## Task brief
Please state how many lines in the records that follow include "middle", with no other output.

## Data extracts
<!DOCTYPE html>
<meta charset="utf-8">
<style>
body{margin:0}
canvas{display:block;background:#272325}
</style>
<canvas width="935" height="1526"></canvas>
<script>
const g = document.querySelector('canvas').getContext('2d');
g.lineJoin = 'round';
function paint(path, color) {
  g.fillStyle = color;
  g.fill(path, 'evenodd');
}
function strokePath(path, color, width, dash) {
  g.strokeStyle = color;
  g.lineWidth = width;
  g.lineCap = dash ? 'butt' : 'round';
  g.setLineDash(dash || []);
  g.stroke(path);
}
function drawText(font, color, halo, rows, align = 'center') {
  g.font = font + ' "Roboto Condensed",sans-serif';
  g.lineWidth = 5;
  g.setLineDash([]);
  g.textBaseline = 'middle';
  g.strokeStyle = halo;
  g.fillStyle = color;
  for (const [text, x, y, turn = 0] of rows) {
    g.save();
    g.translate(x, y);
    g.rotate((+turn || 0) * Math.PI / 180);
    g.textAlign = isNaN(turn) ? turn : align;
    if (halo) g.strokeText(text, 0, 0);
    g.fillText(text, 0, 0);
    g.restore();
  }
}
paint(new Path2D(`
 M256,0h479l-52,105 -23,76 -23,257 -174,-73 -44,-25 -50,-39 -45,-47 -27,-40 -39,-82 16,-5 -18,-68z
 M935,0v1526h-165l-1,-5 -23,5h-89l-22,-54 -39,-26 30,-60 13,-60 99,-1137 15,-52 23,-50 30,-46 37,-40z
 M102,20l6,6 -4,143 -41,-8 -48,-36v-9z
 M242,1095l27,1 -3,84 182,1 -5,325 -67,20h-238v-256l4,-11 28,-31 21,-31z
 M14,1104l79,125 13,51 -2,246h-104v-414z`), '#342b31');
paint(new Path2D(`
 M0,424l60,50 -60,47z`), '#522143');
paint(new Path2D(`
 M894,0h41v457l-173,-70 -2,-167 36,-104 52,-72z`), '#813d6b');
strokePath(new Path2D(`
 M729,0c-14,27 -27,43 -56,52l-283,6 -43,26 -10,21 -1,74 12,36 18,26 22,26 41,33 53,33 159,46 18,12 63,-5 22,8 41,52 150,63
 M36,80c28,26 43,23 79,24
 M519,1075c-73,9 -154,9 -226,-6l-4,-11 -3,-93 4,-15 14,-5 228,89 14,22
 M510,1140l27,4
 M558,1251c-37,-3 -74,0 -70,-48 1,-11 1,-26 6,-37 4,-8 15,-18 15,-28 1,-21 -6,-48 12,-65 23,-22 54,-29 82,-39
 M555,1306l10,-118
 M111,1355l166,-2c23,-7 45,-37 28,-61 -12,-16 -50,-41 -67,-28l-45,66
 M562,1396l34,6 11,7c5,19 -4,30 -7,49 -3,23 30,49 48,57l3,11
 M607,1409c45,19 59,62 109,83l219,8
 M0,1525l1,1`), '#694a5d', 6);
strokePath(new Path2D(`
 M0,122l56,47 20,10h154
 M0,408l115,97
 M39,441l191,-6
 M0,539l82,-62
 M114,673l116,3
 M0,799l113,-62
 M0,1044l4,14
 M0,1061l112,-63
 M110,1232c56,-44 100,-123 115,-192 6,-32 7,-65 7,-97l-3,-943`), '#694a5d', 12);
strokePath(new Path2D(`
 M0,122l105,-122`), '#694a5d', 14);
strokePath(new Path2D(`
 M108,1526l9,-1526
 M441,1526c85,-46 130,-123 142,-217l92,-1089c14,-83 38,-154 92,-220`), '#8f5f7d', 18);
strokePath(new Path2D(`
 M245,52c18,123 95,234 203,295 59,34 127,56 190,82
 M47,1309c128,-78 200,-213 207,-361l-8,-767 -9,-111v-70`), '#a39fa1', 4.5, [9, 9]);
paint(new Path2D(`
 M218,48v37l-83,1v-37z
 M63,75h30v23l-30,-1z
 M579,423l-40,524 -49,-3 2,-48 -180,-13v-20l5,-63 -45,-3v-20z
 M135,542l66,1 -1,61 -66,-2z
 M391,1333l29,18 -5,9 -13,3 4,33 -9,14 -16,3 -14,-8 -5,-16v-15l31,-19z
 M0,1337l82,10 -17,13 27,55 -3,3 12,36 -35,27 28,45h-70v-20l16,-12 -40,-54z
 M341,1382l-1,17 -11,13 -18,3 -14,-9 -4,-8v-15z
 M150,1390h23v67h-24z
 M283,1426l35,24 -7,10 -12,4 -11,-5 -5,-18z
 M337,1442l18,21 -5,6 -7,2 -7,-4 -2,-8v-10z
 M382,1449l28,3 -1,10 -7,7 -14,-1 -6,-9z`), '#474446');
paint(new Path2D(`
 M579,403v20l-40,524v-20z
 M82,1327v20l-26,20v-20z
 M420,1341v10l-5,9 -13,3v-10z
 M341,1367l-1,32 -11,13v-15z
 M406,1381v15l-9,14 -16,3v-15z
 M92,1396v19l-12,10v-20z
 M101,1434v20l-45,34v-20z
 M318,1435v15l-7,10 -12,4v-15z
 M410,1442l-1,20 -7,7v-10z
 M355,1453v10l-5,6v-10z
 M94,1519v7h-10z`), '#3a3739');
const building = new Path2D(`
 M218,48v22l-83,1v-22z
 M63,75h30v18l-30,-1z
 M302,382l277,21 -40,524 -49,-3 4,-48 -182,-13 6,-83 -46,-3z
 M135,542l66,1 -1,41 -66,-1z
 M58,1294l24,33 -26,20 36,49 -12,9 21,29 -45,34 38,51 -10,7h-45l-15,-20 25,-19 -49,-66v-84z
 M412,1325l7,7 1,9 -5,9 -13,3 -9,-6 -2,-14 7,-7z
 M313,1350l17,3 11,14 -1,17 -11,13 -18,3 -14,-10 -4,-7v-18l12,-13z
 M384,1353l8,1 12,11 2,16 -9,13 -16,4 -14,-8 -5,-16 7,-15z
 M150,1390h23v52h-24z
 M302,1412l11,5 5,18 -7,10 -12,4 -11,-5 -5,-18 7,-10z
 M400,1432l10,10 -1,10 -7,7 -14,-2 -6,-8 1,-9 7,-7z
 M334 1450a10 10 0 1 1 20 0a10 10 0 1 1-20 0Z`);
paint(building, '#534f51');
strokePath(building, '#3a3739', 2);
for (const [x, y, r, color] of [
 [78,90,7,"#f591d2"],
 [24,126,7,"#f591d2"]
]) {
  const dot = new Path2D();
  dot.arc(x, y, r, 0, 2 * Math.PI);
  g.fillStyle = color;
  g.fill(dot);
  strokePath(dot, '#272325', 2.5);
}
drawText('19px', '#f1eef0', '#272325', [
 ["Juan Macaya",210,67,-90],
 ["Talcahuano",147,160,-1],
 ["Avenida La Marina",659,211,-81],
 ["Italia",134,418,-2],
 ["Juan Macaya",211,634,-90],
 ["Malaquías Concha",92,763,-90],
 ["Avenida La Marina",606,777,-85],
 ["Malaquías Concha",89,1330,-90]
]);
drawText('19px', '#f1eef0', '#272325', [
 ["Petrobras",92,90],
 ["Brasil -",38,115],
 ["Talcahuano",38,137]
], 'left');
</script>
==
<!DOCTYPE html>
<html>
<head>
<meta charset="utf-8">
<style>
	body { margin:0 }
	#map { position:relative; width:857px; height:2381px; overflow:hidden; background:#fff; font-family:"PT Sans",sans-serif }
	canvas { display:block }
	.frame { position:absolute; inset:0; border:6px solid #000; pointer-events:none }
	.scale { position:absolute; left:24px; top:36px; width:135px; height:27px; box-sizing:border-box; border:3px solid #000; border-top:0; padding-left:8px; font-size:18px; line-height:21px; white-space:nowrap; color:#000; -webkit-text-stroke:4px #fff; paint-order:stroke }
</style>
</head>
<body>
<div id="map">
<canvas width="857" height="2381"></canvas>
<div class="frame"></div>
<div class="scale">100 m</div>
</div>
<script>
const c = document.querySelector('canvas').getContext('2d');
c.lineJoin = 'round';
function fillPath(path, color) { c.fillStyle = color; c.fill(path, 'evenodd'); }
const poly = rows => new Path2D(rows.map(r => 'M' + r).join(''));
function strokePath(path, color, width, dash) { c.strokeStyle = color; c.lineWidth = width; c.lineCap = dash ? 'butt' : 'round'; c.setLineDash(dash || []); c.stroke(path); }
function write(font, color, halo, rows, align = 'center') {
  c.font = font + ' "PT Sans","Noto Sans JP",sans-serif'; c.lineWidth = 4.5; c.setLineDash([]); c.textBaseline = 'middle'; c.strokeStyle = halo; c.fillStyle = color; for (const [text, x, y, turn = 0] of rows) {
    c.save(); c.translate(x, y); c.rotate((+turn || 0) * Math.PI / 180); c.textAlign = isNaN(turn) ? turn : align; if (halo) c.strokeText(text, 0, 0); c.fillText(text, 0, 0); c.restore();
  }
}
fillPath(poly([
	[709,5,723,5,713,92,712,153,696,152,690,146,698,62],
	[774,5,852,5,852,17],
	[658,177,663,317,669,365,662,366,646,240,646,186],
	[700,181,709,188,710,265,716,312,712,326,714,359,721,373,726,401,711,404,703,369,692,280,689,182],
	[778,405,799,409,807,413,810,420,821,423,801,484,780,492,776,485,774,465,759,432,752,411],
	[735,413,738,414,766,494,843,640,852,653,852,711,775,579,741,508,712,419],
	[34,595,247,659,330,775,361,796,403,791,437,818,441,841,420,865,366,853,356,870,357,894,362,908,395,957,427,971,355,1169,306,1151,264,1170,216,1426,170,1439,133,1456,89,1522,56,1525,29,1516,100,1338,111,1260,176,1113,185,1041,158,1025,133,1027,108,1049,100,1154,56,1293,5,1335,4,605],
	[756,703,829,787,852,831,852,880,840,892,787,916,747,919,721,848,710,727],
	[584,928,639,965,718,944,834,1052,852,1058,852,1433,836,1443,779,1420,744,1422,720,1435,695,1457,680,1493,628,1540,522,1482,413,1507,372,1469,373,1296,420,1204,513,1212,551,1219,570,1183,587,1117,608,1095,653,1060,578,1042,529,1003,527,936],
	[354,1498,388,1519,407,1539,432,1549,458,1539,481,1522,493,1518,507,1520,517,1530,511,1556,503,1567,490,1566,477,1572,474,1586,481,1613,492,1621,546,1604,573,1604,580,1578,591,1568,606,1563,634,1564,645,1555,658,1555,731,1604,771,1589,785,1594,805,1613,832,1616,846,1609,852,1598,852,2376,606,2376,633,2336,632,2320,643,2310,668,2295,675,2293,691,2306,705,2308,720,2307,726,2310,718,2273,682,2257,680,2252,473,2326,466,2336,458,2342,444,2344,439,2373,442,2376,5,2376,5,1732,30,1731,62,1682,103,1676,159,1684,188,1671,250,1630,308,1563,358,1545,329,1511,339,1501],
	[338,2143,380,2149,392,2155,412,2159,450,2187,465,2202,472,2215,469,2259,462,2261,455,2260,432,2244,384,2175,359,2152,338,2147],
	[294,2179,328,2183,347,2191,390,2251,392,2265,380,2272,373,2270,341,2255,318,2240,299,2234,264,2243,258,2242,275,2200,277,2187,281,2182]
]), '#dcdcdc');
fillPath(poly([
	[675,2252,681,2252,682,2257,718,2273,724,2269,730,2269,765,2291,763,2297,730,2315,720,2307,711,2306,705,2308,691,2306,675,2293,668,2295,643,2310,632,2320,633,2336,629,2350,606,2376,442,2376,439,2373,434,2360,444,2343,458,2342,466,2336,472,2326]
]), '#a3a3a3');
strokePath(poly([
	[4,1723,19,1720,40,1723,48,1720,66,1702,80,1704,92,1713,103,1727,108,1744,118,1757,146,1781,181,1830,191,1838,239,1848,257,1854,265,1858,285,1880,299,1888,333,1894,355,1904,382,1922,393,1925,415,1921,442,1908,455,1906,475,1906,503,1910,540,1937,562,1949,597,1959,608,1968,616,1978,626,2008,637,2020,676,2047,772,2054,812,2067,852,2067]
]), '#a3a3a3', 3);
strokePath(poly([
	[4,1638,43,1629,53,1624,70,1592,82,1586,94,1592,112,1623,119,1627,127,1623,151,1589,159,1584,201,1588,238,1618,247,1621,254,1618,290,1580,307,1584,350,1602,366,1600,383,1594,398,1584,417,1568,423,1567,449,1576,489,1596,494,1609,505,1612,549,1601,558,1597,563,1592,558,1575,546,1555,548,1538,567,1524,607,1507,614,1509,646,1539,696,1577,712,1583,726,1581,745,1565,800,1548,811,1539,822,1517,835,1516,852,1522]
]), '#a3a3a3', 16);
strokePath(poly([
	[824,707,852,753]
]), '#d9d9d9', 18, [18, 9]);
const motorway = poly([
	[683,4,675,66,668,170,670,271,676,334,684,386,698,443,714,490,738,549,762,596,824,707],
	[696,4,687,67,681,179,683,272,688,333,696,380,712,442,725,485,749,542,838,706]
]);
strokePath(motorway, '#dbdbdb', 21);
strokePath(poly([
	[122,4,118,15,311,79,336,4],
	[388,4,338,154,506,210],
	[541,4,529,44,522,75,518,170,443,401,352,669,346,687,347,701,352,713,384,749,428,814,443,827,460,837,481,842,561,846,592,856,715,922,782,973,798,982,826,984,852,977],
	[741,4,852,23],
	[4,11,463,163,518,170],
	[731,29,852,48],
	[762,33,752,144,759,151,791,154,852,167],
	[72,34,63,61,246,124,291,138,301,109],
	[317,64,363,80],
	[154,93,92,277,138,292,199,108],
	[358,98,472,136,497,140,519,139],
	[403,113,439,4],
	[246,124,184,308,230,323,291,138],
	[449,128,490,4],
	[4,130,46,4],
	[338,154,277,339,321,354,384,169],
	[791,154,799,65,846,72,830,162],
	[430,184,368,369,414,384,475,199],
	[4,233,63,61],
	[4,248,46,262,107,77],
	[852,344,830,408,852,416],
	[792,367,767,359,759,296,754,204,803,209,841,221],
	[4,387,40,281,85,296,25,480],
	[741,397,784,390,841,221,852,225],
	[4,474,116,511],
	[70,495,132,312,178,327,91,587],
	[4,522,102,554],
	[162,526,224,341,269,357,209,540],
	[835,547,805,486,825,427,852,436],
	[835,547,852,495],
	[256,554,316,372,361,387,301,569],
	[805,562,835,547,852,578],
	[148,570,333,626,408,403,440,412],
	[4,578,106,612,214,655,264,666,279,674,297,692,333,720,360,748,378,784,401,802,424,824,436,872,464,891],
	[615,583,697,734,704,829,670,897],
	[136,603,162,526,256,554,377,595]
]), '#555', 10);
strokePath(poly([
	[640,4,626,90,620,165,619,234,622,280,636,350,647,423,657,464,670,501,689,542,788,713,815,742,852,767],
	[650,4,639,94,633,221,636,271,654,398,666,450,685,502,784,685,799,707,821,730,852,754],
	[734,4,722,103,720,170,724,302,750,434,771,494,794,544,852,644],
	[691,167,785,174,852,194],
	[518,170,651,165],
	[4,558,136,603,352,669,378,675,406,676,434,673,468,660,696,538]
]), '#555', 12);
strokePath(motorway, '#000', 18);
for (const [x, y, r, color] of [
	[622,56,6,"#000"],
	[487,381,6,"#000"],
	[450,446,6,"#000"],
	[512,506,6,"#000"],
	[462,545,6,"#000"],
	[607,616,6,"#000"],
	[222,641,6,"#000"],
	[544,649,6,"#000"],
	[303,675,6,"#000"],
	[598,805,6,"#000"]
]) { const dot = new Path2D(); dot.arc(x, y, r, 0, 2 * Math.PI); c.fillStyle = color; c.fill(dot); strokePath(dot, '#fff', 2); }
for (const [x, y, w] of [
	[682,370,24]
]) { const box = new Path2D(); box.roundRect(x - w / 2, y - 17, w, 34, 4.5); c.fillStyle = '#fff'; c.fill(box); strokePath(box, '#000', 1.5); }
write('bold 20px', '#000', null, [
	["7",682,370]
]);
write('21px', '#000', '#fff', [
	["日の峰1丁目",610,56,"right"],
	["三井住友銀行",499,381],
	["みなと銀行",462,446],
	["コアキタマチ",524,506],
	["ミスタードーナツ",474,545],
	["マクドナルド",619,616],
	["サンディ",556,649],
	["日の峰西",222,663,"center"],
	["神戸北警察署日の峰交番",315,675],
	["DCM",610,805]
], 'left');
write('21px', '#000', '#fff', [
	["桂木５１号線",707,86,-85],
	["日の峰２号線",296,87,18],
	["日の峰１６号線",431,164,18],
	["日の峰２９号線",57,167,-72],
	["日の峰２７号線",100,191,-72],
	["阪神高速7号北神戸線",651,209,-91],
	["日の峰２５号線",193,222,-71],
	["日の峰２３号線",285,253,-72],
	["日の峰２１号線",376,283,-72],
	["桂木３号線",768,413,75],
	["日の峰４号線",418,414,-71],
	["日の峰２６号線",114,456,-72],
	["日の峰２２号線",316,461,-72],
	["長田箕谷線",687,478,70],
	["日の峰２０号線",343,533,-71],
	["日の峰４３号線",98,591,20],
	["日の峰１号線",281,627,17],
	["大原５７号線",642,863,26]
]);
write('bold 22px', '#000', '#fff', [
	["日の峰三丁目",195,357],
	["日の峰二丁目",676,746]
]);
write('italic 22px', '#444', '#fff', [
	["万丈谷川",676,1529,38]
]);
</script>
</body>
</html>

## Result below
2